▶ WHAT IS EXPECTED
Leave the pictures out. Return all other data exactly.

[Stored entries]
%%

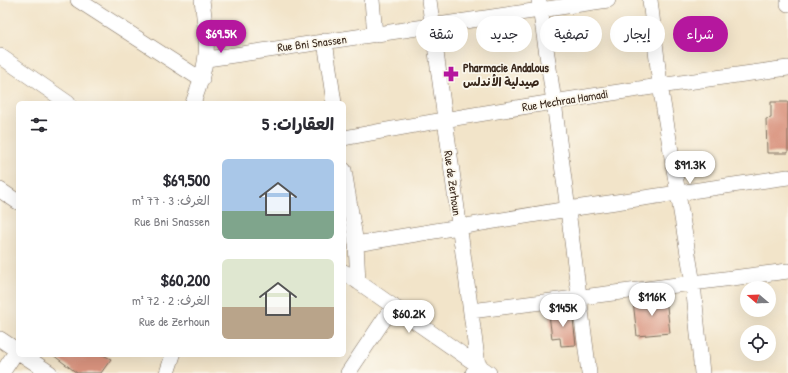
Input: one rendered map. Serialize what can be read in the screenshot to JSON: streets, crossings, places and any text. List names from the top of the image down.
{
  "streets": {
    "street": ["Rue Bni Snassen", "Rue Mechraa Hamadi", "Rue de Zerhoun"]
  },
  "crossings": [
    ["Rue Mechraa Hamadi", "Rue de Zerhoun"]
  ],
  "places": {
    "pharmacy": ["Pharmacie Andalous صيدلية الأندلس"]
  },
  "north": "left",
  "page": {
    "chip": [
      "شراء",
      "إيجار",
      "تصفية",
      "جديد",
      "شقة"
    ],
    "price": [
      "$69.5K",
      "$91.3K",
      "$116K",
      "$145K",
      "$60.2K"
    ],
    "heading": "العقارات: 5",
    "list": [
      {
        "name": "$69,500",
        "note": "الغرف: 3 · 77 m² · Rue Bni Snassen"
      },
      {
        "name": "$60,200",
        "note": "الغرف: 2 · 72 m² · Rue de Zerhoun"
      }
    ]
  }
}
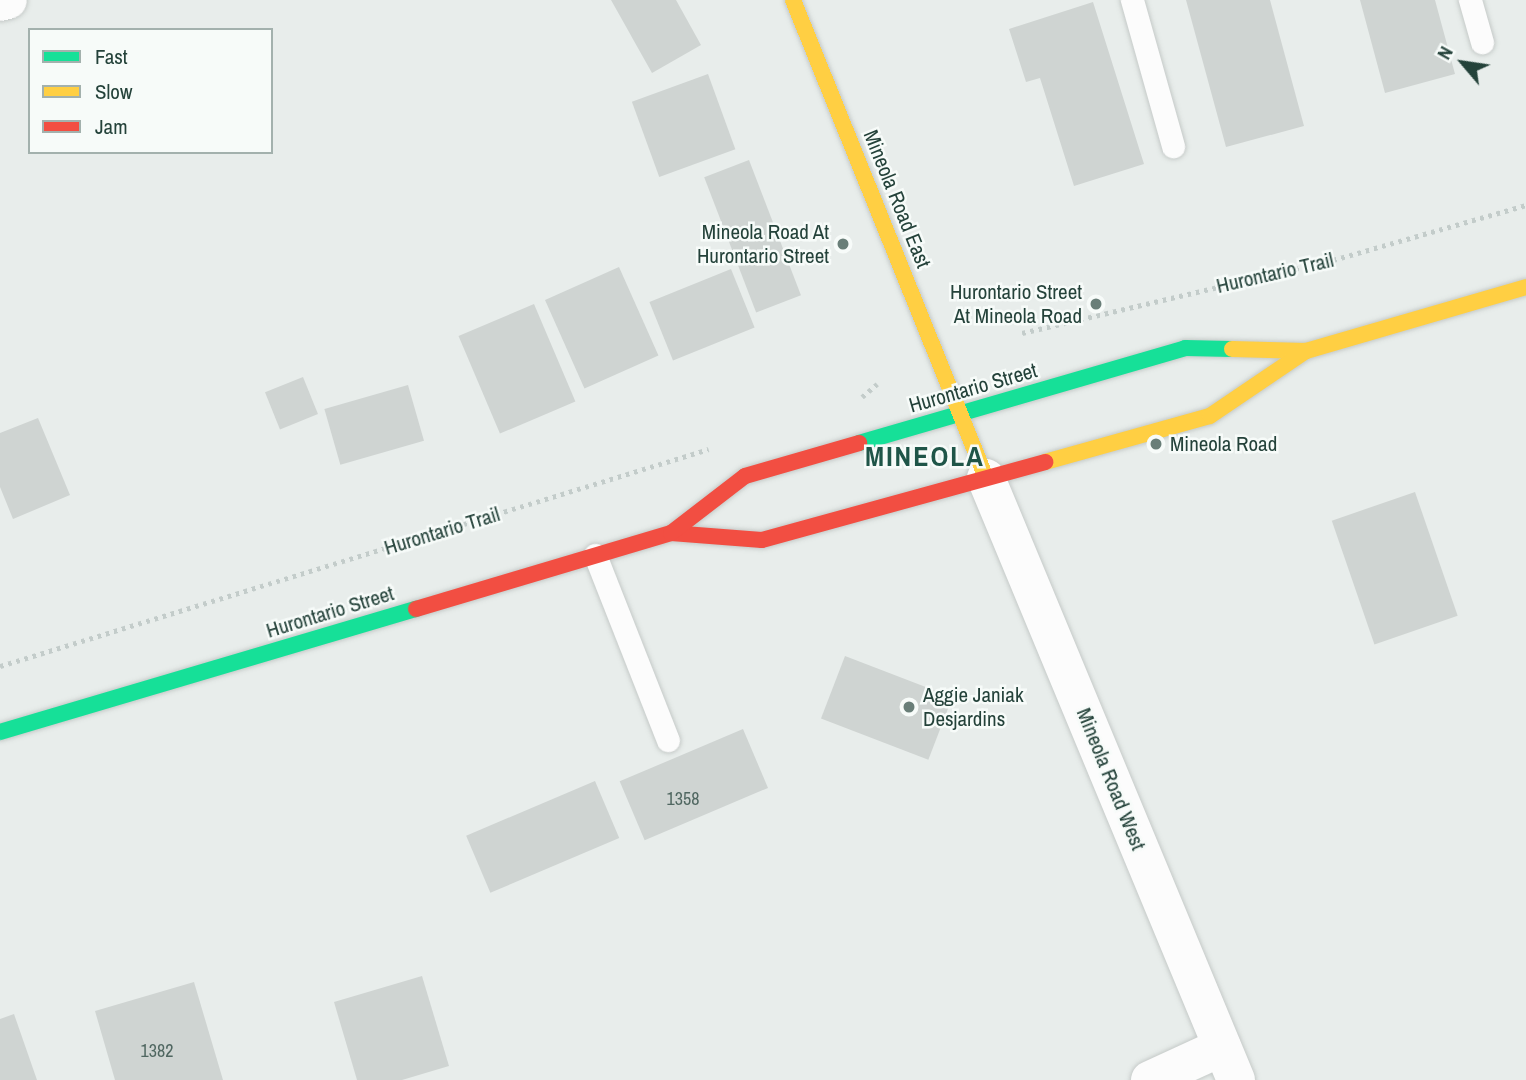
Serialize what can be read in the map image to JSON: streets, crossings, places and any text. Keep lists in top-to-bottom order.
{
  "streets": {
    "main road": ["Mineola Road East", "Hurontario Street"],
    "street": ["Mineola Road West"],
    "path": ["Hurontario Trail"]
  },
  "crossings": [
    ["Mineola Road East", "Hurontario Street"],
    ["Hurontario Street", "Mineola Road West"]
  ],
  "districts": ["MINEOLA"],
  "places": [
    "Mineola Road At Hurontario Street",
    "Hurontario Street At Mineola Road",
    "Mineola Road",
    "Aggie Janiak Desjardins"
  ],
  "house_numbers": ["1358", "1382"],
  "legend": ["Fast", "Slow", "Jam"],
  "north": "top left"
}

%%

▶ WRITTEN RESPONSE
Input: one rendered map. Serialize what can be read in the screenshot to JSON: streets, crossings, places and any text. List names from the top of the image down.
{
  "streets": {
    "street": ["Rue Bni Snassen", "Rue Mechraa Hamadi", "Rue de Zerhoun"]
  },
  "crossings": [
    ["Rue Mechraa Hamadi", "Rue de Zerhoun"]
  ],
  "places": {
    "pharmacy": ["Pharmacie Andalous صيدلية الأندلس"]
  },
  "north": "left",
  "page": {
    "chip": [
      "شراء",
      "إيجار",
      "تصفية",
      "جديد",
      "شقة"
    ],
    "price": [
      "$69.5K",
      "$91.3K",
      "$116K",
      "$145K",
      "$60.2K"
    ],
    "heading": "العقارات: 5",
    "list": [
      {
        "name": "$69,500",
        "note": "الغرف: 3 · 77 m² · Rue Bni Snassen"
      },
      {
        "name": "$60,200",
        "note": "الغرف: 2 · 72 m² · Rue de Zerhoun"
      }
    ]
  }
}
Serialize what can be read in the map image to JSON: streets, crossings, places and any text. Keep lists in top-to-bottom order.
{
  "streets": {
    "main road": ["Mineola Road East", "Hurontario Street"],
    "street": ["Mineola Road West"],
    "path": ["Hurontario Trail"]
  },
  "crossings": [
    ["Mineola Road East", "Hurontario Street"],
    ["Hurontario Street", "Mineola Road West"]
  ],
  "districts": ["MINEOLA"],
  "places": [
    "Mineola Road At Hurontario Street",
    "Hurontario Street At Mineola Road",
    "Mineola Road",
    "Aggie Janiak Desjardins"
  ],
  "house_numbers": ["1358", "1382"],
  "legend": ["Fast", "Slow", "Jam"],
  "north": "top left"
}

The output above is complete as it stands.